Il y a beaucoup de regards, de non-dits et de frôlements d’épaules. Dans le rôle-titre Anna Mouglalis s’y love avec une délectation feinte, conférant à son personnage tout le poids de ce siècle qui ne pardonne ni la folie, ni la passion. Et Kounen est encore plus percutant quand il retient l’ombre de Stravinsky, en un Mads Mikkelsen reclus dans ses déchirements, préservé par l’interdit, mais libéré par des impulsions autant créatrices que destructrices.
Du parterre à la scène, Kounen va et vient, virevolte et marie les saccades pianistiques aux pas résonnants des danseurs. La salle s’échauffe, la caméra brûle de tous ses objectifs et c’est d’une flamboyance extraordinaire. Les scènes de repas, plus paisibles, sont tout autant admirables. Kounen connaît la portée d’une image, sa puissance et son implication dans la mise en abîme d’un récit . C’est un très grand film .
LES BONUS
Making of
Il est lui aussi assez particulier, car avec les répétitions, et les scènes de tournage, il s’attarde surtout sur les discussions préliminaires entre le réalisateur et ses comédiens. On y voit beaucoup d’échanges sur la façon d’aborder tel personnage, telle scène. Clara Guelblum qui joue la fille de Stravinsky est assez drôle quand elle parle de la façon dont elle voit le film « et il y a des trucs que je n’ose pas dire, comme quand ils font l’amour derrière un arbre ».
Justement l’amour, le thème central de ce film est le sujet de discussions des différents protagonistes. « Selon moi, ce n’est pas faire l’amour, mais baiser dans un bois » remarque Mads Mikkelsen.

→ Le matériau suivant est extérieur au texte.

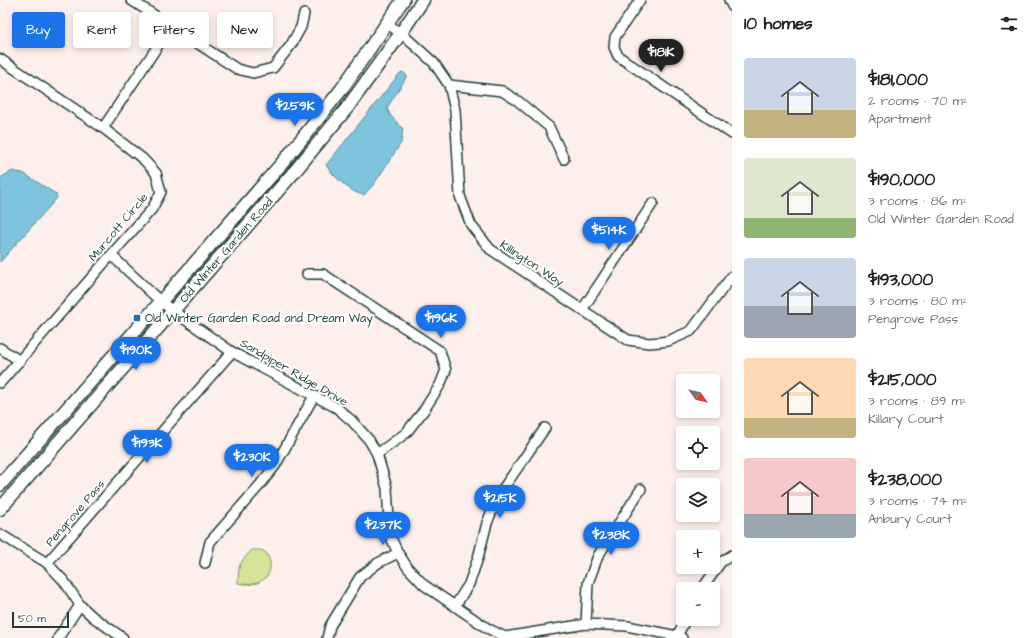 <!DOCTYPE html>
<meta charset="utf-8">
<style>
body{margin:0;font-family:"Architects Daughter",sans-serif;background:#f6f6f6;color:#202124;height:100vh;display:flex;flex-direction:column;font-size:15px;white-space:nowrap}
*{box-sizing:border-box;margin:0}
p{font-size:13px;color:#757577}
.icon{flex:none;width:22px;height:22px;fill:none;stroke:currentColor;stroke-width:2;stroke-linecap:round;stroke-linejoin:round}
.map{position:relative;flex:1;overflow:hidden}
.side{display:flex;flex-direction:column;background:#fff;width:300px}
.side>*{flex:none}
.top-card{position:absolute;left:12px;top:12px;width:380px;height:36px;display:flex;gap:8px}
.needle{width:26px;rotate:124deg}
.tools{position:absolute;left:676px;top:374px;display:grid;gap:8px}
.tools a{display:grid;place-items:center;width:44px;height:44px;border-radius:4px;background:#fff;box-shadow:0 2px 6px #0003;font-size:20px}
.scale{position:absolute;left:12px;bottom:10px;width:57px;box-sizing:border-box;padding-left:4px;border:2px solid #1f3d34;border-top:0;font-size:11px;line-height:14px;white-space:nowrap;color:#1f3d34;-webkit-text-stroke:3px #fff;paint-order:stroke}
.price{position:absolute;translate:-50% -34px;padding:0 9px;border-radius:14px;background:#1a73e8;color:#fff;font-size:13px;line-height:26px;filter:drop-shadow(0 1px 2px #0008)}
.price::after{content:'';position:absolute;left:50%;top:24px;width:12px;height:9px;margin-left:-6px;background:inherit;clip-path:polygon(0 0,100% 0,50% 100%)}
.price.active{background:#222;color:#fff}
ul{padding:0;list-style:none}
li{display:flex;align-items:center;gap:12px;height:100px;padding:0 12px}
li span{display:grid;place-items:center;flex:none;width:112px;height:80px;border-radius:4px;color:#555}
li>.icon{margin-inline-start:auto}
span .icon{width:48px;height:48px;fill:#fffc;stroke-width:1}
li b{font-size:17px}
h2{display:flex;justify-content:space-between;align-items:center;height:48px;padding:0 12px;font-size:17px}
.chip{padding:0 14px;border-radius:4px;background:#fff;box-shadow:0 2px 6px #0003;font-size:14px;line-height:36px}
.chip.active{background:#1a73e8;color:#fff}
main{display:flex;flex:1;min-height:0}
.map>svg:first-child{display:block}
.green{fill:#d5e498;stroke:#7a9066}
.water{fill:#7dc4de;stroke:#578e9a}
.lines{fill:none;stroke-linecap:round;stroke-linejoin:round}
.minor-casing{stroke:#1f3d34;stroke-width:12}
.secondary-casing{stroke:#1f3d34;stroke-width:15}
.minor{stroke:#fff;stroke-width:9}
.secondary{stroke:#fff;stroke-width:12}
.poi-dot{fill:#1f6fb2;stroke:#fff;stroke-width:1.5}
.labels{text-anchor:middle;stroke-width:4;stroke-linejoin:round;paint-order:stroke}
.street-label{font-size:12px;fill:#1f3d34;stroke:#fff}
.poi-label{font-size:12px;fill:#1f3d34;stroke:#fff;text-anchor:start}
</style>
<main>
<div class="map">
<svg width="732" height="638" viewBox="0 0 732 638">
<rect width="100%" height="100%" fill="#fdefec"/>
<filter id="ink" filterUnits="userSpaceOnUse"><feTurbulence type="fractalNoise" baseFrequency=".025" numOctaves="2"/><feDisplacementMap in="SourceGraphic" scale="8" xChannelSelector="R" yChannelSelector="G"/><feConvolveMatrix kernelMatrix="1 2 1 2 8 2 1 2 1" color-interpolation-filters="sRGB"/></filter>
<g filter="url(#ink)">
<path class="green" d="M252,550C256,550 263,549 266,553C268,555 269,560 270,562C272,574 264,582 253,584C249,585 243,584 238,583C239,564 238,564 252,550Z"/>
<g class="water">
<path d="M403,72L407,76L387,108L390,115L403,129L401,143L374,184L364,195C352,194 332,175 326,165L400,73Z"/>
<path d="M12,171L23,173L56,194L57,198L0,262V178Z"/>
</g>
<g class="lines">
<defs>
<g id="minor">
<path d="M131,0L237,69L253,73L273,68L291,45L301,27L304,14"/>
<path d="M640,0L615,37L614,47L618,56L732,134"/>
<path d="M729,0L732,6"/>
<path d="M387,24L401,33L434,63L449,85L455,110L460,196L471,225L490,249L628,340L649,343L660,342L668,341L691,331L732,276"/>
<path d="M0,59L103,128L143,159L156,173L161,192L152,209L111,255L0,383"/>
<path d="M449,85L502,91L518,101L549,127L564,159"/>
<path d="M103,128L171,26"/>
<path d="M111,255L160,301L173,311L232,352L337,408L352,421L369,440L377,454L387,488L390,536L398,553L408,568L424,585L487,628L505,637L586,624L627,626L677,636L682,638"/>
<path d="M307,274H323L440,351L446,370L440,385L424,410L406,433L377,454"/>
<path d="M582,310L653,203"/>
<path d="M0,348L20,361"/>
<path d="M0,534L47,563L64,581L80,605L93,617L123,638"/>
<path d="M47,563L232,352"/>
<path d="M205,563L210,542L259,486L275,466L314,396"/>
<path d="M702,589L721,562L732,555"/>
<path d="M455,606L469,584L478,558L487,523L498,496L545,428"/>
<path d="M586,624L588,583L598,556L641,489"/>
<path d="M677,636L686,619"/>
<path d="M58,638L80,605"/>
<path d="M327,638L330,626L360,577L378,563L398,553"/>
</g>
<g id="secondary">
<path d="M0,485L284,161L341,90L403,0"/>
<path d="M0,509L295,171L347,108L401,33L423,0"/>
</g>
</defs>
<use href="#minor" class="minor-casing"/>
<use href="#secondary" class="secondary-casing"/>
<use href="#minor" class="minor"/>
<use href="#secondary" class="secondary"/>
</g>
</g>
<rect class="poi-dot" x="133" y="314" width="8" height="8" rx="2"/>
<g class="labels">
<g class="street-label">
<text transform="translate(118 227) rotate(-50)" y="4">Murcott Circle</text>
<text transform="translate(226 250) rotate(-49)" y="4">Old Winter Garden Road</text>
<text transform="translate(532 263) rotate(33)" y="4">Killington Way</text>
<text transform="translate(294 372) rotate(30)" y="4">Sandpiper Ridge Drive</text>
<text transform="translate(75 513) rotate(-49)" y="4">Pengrove Pass</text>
</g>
<g class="poi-label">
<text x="145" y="322">Old Winter Garden Road and Dream Way</text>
</g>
</g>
</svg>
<div class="tools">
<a><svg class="needle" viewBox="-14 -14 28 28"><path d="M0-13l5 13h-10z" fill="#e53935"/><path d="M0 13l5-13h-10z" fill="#757577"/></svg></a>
<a><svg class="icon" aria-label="locate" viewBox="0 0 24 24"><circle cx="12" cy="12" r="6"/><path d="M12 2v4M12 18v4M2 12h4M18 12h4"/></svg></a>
<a><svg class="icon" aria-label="layers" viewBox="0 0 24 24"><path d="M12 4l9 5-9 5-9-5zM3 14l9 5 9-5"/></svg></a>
<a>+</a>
<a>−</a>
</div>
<div class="scale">50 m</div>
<b class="price active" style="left:661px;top:73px">$181K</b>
<b class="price" style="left:295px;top:127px">$259K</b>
<b class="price" style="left:609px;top:251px">$514K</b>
<b class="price" style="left:441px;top:339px">$196K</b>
<b class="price" style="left:136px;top:371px">$190K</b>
<b class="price" style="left:147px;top:464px">$193K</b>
<b class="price" style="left:252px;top:478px">$230K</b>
<b class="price" style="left:500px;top:519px">$215K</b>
<b class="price" style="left:383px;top:546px">$237K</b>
<b class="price" style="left:611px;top:556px">$238K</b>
<div class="top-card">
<a class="chip active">Buy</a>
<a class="chip">Rent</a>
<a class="chip">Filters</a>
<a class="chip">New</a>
</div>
</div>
<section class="side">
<h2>10 homes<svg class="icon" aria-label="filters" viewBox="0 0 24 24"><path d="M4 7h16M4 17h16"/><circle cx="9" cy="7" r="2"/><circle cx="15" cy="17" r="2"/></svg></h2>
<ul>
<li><span style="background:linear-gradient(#c9d6e8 65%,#c2b280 0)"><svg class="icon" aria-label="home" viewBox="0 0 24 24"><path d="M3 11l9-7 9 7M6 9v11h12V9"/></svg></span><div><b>$181,000</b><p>2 rooms · 70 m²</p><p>Apartment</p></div></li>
<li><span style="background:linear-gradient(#dfe7d0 75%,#8fb573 0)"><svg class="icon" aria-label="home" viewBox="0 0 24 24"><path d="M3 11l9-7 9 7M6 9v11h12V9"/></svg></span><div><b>$190,000</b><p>3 rooms · 86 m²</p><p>Old Winter Garden Road</p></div></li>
<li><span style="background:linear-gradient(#c9d6e8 60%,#9aa5b1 0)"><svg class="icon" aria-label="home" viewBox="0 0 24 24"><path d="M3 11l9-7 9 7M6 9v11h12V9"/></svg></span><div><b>$193,000</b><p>3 rooms · 80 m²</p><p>Pengrove Pass</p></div></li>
<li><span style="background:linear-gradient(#ffd9b3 75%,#c2b280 0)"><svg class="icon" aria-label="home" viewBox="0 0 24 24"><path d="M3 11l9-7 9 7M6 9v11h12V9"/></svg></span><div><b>$215,000</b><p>3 rooms · 89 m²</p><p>Killary Court</p></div></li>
<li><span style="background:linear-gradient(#f6c9c9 70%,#9aa5b1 0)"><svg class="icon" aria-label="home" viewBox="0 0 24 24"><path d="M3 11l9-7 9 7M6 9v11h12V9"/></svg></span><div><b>$238,000</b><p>3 rooms · 74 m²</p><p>Anbury Court</p></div></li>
</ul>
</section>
</main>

Jan Kounen s’interroge : « les scènes doivent-elles êtres érotiques, torrides, où est le bon équilibre, car ici tout est sensualité. Mais ce sera peut-être un film très chaste, je n’ai pas toutes les cartes en main ». Ce que confirme Anna Mouglalis : « pour moi il est plus important de ressentir ce désir que de montrer des scènes d’amour. Deux corps qui font “ bang, bang ” ça ne sert pas l’histoire, ça n’exprime pas grand-chose ».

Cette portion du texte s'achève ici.